Aquando da publicação da sinopse desta rubrica, várias foram as mensagens que recebi em privado afirmando categoricamente que aquele meu português seria muito fino; que poucos seriam os leitores destas crónicas porque o meu português, como se diz por cá, não é “terra-a-terra”!
Confesso que tais afirmações mereceram de mim a mais profunda reflexão e rapidamente concluí que estariam certos. De facto, não haveria nenhum interesse em ler o que escrevo, principalmente se o foco estiver na forma e não no conteúdo.
Efetivamente, não está!
Sabe-se que São Tomé e Príncipe é um país de pequena dimensão geográfica, contudo de uma enorme riqueza no que diz respeito às línguas. Somos e falamos Crioulos, três com origem local (Forro, Angolar e Lung’Ie) e um que nos chegou pelos navios e que hoje também a nós pertence (Cabo-verdiano). A par destes, herdámos ainda a Língua Portuguesa. Antes, pertencia ao outro, ao opressor; hoje, também nossa. Tão nossa que parece que estamos decididos a crioulizá-la de tal forma que apenas entre nós corremos o risco de a entender.

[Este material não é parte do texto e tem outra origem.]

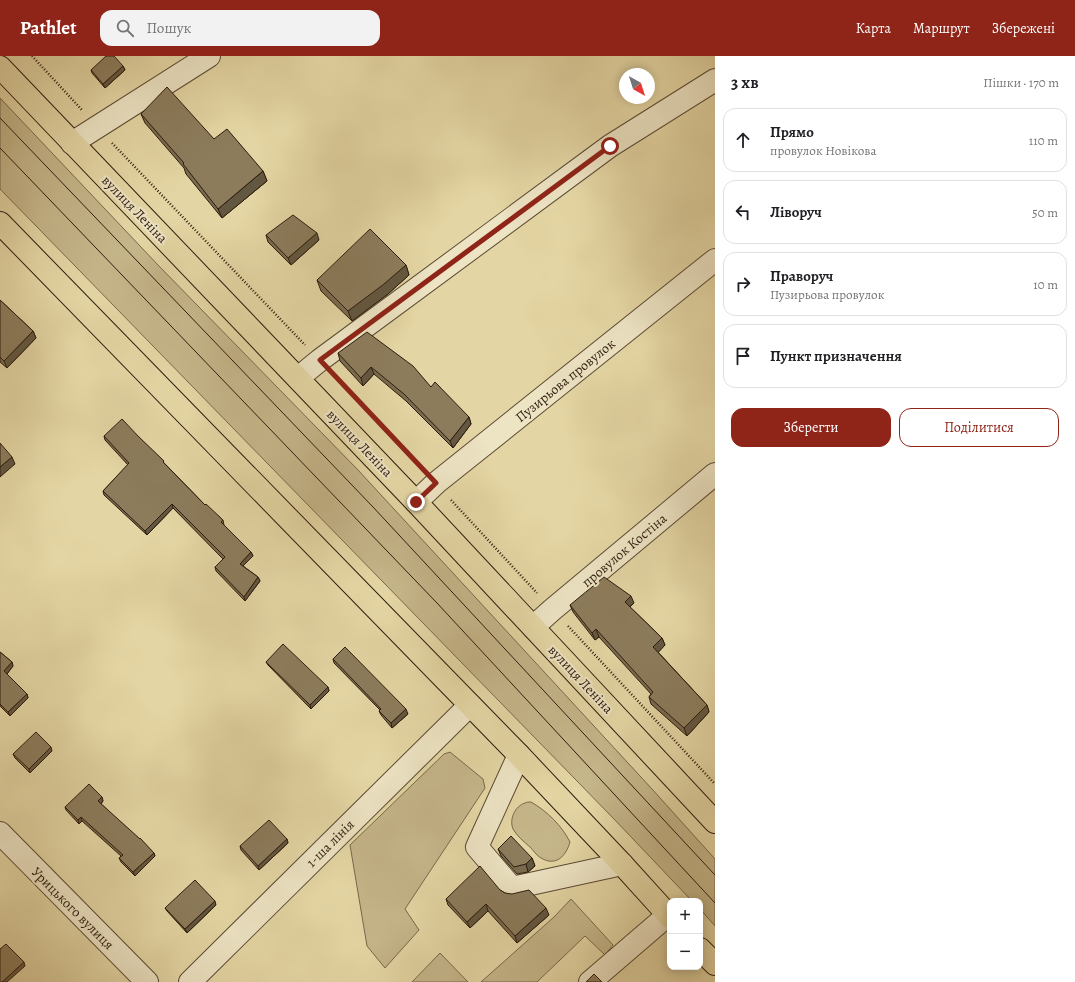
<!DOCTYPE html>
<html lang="uk">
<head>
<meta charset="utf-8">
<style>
  :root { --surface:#fff; --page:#f2f2f2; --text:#202124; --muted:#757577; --line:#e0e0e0; --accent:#8f2418 }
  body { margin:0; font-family:Alegreya,serif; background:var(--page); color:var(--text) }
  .controls { position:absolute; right:12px; bottom:12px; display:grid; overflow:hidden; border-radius:8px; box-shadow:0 2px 10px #0003 }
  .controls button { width:36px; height:36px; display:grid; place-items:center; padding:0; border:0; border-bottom:1px solid var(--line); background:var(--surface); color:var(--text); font:20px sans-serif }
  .compass { position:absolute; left:619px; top:12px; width:36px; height:36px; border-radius:50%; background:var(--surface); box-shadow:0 2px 10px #0003; rotate:141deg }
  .stop { position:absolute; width:12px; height:12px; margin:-9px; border:3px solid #8f2418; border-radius:50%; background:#fff }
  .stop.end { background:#8f2418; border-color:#fff; box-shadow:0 1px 4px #0008 }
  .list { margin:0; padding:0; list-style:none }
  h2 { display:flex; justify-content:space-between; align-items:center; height:52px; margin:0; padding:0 16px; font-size:17px }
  h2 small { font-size:13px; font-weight:400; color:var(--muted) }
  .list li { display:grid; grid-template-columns:26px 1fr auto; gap:12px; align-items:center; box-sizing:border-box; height:64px; margin:0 8px 8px; padding:0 8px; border:1px solid var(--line); border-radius:12px }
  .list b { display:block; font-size:15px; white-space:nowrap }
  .list p { margin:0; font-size:13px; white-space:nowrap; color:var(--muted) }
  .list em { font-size:13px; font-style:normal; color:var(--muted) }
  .actions { display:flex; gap:8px; padding:12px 16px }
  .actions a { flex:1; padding:9px 0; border:1px solid var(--accent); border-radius:12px; text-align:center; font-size:14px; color:var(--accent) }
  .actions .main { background:var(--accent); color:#fff }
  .icon { flex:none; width:22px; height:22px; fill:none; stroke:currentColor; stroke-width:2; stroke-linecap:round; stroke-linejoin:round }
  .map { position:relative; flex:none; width:715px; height:926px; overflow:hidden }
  header { display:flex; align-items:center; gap:24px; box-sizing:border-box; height:56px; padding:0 20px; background:var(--accent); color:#fff }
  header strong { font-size:19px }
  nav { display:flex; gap:22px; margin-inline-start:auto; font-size:14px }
  .search { width:280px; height:36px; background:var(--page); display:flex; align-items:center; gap:10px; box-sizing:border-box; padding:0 14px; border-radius:12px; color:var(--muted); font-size:15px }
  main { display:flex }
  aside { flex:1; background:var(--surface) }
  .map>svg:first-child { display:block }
  .green { fill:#c5b68a; stroke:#79684c }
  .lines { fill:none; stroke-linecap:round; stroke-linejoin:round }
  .minor-casing { stroke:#5b4a34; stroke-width:24 }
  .major-casing { stroke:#2d1b0e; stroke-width:24 }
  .path { stroke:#2d1b0e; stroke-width:2.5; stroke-dasharray:1 2; stroke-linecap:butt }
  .minor { stroke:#ede4c4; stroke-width:22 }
  .major { stroke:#e4d6a4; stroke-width:22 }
  .tram { stroke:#2d1b0e; stroke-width:1 }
  .wall { fill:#786b4f; stroke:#2d1b0e }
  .shaded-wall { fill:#625740; stroke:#2d1b0e }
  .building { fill:#8c7c5c; stroke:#2d1b0e }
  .route { stroke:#8f2418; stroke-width:5 }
  .labels { text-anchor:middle; stroke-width:4; stroke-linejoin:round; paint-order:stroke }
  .street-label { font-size:14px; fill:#2d1b0e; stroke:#ede4c4 }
</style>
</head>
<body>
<header>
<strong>Pathlet</strong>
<div class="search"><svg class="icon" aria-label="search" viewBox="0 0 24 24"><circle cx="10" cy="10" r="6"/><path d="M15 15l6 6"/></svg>Пошук</div>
<nav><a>Карта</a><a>Маршрут</a><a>Збережені</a></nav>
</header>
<main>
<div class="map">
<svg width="715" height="926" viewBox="0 0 715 926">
  <rect width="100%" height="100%" fill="#e4d6a4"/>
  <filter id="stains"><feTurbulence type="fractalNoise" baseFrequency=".005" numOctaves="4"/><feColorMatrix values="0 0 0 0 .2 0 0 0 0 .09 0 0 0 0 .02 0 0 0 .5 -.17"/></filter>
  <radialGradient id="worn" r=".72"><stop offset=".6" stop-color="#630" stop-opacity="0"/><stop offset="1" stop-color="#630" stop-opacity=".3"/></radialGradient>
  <path class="green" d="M 0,42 L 158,209 L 358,414 L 652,733 L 715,803 L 715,870 L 700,853 L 700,845 L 692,845 L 614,763 L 0,133 Z
    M 450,696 L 483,723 L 485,732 L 405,853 L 419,874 L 385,912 L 367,890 L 350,789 L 444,698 Z
    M 531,746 C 547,755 562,770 570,786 C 566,800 556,811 541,802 C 537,800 533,794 530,791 C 524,786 517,780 513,773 C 509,763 515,750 525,747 C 526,746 529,746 531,746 Z
    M 571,843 L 613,889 L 605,899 L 585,880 L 537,926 L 481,926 L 554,861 Z
    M 440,897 L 468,926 L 412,926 Z"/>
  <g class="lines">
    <g class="minor-casing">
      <path id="minor" d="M 72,87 L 209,0
        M 298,322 L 320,304 L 610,90 L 715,24
        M 416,446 L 436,427 L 715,204
        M 533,571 L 552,554 L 715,418
        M 519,699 L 477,791 L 512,832 L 622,808
        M 0,777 L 147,926
        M 190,926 L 470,649
        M 590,926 L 668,859"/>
    </g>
    <g class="major-casing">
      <path id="major" d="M 0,11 L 416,446 L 715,766
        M 0,167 L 519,699 L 622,808 L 670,861
        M 700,893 L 715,908"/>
    </g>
    <path class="path" d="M 32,0 L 82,54
      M 112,87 L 305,289
      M 335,320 L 421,411
      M 451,444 L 537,537
      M 568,570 L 715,728"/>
    <use href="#minor" class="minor"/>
    <use href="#major" class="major"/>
    <path class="tram" d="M 0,62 L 373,451 L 715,819
      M 0,92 L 437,547 L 715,847"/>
  </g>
  <path class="wall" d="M 123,10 L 125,14 L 105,32 L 92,17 L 91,14 Z
    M 141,58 L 214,83 L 263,115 L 267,125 L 222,162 L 186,118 L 184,112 L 145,67 Z
    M 266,179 L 319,184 L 291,209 L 268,186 Z
    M 406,209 L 409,219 L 388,238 L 352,265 L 321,235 L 317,224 Z
    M 0,244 L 33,275 L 36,282 L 7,312 L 0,306 Z
    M 338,297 L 431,331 L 469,361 L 471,368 L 453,392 L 406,345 L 374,318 L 363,330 L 340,305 Z
    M 104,380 L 138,380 L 205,449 L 223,464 L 224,469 L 251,496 L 253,500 L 243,510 L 258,521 L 260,525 L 245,545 L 216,515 L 215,511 L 223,503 L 173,452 L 147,479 L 104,439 L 103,435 L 128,409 L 105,384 Z
    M 634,547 L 630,551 L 662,582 L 665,589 L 658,596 L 707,649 L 709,656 L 687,680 L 651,648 L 649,641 L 651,638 L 599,581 L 595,584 L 573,556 L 570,549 Z
    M 0,596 L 12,606 L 13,610 L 7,618 L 27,638 L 28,642 L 10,660 L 0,650 Z
    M 333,603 L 408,658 L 392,672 L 381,659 L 379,655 L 380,654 L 334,607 Z
    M 266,606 L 328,631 L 329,635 L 311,653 L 268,609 Z
    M 52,695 L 30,717 L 15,702 L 13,698 Z
    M 102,741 L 103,745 L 101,748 L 154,797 L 155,800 L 135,820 L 121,806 L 119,802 L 121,800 L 82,765 L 79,768 L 66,754 L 65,751 Z
    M 287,783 L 288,787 L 259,814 L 241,794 L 240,790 Z
    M 498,793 L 532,802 L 535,810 L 528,816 L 517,818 L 501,800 Z
    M 500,834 L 505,837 L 549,859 L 517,887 L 488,855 L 470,872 L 448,849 L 446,843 Z
    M 216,849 L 187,877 L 167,855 L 165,852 Z"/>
  <path class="shaded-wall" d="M 123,10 L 125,14 L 105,32 L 103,28 Z
    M 263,115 L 267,125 L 222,162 L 218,153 Z
    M 317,177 L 319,184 L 291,209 L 288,202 Z
    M 406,209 L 409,219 L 388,238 L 352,265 L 348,255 Z
    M 33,275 L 36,282 L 7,312 L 4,305 Z
    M 371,311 L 374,318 L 363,330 L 361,322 Z
    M 469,361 L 471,368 L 453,392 L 450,385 Z
    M 12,401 L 15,408 L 0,421 L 0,411 Z
    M 172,448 L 173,452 L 147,479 L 145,475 Z
    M 251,496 L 253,500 L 241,512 L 240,508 Z
    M 258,521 L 260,525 L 245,545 L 244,541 Z
    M 631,540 L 634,547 L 627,553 L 625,546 Z
    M 596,573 L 599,581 L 595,584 L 592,577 Z
    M 662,582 L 665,589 L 656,599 L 653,591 Z
    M 12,606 L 13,610 L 6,619 L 4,615 Z
    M 328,631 L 329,635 L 311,653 L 310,649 Z
    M 27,638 L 28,642 L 10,660 L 8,656 Z
    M 707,649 L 709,656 L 687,680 L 684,672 Z
    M 406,653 L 408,658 L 392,672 L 391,667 Z
    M 51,691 L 52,695 L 30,717 L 29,713 Z
    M 102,741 L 103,745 L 99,749 L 98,745 Z
    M 81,761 L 82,765 L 79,768 L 78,764 Z
    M 287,783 L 288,787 L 259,814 L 258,810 Z
    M 154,797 L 155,800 L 135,820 L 133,816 Z
    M 532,802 L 535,810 L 528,816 L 526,808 Z
    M 215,845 L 216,849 L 187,877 L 185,873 Z
    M 486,848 L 488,855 L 470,872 L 467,866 Z
    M 546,852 L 549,859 L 517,887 L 515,880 Z
    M 24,906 L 25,910 L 7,926 L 2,926 Z"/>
  <path class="building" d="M 106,0 L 114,0 L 123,10 L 103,28 L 91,14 Z
    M 167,31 L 214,83 L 227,73 L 263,115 L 218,153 L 183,108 L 184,107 L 141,58 Z
    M 293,159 L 317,177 L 288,202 L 266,179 Z
    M 370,173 L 406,209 L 384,228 L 348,255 L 317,224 Z
    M 0,244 L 33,275 L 4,305 L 0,301 Z
    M 367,276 L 413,310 L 431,331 L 435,326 L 469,361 L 450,385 L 404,338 L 371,311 L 361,322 L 338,297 Z
    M 122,363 L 138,380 L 164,405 L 163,406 L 205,449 L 206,448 L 223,464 L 221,466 L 251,496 L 240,508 L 258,521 L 244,541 L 215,511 L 225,501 L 172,448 L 145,475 L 103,435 L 129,407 L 104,380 Z
    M 0,387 L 12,401 L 0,411 Z
    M 604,521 L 631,540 L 625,546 L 662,582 L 653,591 L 707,649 L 684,672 L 649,641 L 653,636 L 596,573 L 592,577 L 570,549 Z
    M 283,588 L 328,631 L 310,649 L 266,606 Z
    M 345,591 L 406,653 L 391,667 L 379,655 L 381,653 L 333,603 Z
    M 0,596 L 12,606 L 4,615 L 27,638 L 8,656 L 0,648 Z
    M 36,676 L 51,691 L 29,713 L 13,698 Z
    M 89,728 L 102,741 L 98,745 L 140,783 L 140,782 L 154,797 L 133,816 L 119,802 L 123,799 L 81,761 L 78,764 L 65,751 Z
    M 269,764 L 287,783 L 258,810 L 240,790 Z
    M 511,780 L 532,802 L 526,808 L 514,811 L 498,793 Z
    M 480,810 L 500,834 L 505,837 L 512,838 L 529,834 L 546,852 L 515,880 L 486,848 L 467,866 L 446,843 Z
    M 195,824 L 215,845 L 185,873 L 165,852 Z
    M 6,888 L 24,906 L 2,926 L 0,926 L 0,893 Z
    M 594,918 L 602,926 L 586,926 Z"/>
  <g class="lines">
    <path class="route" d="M 416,446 L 436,427 L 320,304 L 610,90"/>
  </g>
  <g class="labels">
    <g class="street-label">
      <text transform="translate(135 153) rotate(46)" y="5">вулиця Леніна</text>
      <text transform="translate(565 324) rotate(-39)" y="5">Пузирьова провулок</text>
      <text transform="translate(360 387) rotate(46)" y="5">вулиця Леніна</text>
      <text transform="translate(624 494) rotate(-40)" y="5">провулок Костіна</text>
      <text transform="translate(581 623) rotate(47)" y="5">вулиця Леніна</text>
      <text transform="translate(330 787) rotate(-45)" y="5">1-ша лінія</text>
      <text transform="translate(73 852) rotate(45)" y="5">Урицького вулиця</text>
    </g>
  </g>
  <rect width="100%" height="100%" filter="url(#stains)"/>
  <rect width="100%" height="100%" fill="url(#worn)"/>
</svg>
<div class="controls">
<button>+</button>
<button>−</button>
</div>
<svg class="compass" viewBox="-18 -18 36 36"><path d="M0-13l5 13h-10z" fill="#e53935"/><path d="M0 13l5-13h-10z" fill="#757577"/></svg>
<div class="stop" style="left:610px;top:90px"></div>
<div class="stop end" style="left:416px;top:446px"></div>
</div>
<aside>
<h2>3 хв<small>Пішки · 170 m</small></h2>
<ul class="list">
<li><svg class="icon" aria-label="ahead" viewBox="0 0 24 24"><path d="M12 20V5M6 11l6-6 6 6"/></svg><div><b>Прямо</b><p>провулок Новікова</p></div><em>110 m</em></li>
<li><svg class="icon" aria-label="left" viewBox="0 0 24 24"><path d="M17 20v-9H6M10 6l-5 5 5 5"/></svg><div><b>Ліворуч</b></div><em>50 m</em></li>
<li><svg class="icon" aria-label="right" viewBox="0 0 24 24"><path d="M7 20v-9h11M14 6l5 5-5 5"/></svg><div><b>Праворуч</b><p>Пузирьова провулок</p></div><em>10 m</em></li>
<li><svg class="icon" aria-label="arrive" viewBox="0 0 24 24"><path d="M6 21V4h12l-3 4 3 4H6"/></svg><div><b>Пункт призначення</b></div></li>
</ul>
<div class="actions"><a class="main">Зберегти</a><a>Поділитися</a></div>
</aside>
</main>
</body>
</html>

Não quero com isto dizer que nos devemos envergonhar daquilo que é a variação linguística existente, ou aniquilar o resultado da criatividade dos falantes. Estas são caraterísticas e indicadores que nos mostram que as línguas são vivas e que percorrem o seu próprio caminho dentro do espaço geográfico e das fronteiras em que se encontram.
Quem de nós não se deliciou, num passado ainda recente, com um bom vinho, mau dele? Ou não dançou ao som de um Ranca Mandioca, apesar do wechaísmo do vizinho? Estas expressões idiomáticas, construções criativas e até neologismos merecem ser registadas, descritas e analisadas de forma séria e, acima de tudo, descomplexada.
Mas há mais.
Há alguns meses, entrei na sala de aula e no quadro encontrei um pequeno texto, brinde dos meus queridos alunos, que passo a partilhar: “Nós aqui, nós tá tudo mal. Nós não tem estrada nem caminho. Chuva quando chove, lama lamaça. Morto quando morre, até chegar hospital, morreu!”
Não sei afirmar que sentimentos se me afloraram à medida que os meus olhos passavam, palavra por palavra, pelo fatídico texto, mas fiquei com plena convicção de que seremos o único país do mundo onde a lama lamaça e onde um único morto, morre duas vezes. Mas, não só nisto somos únicos. Ainda que sem dados científicos que o suportem, acredito também que seremos os únicos seres capazes de fenómenos que as próprias leis da física não conseguem explicar. Quantas vezes, pelas “ruas da cidade”, ouvimos em dias de chuvas intensas o lamento “Eu molhei uma chuva!!!”.
Pois é!
Estes e outros fenómenos linguísticos seriam cómicos, se não fossem trágicos. A tragédia mora numa espécie de miscelânea entre o português popular, o português padrão e os crioulos, entre a língua falada e a língua escrita, entre a produção oral (com mais ou menos sotaque) e a produção escrita. Isto é, escreve-se como se fala, na ilusão de que se fala de acordo com o que se deveria escrever.
O que sugiro? A variação, estude-se! O erro, corrija-se!
Porque é urgente Bem Falar para Melhor Escrever.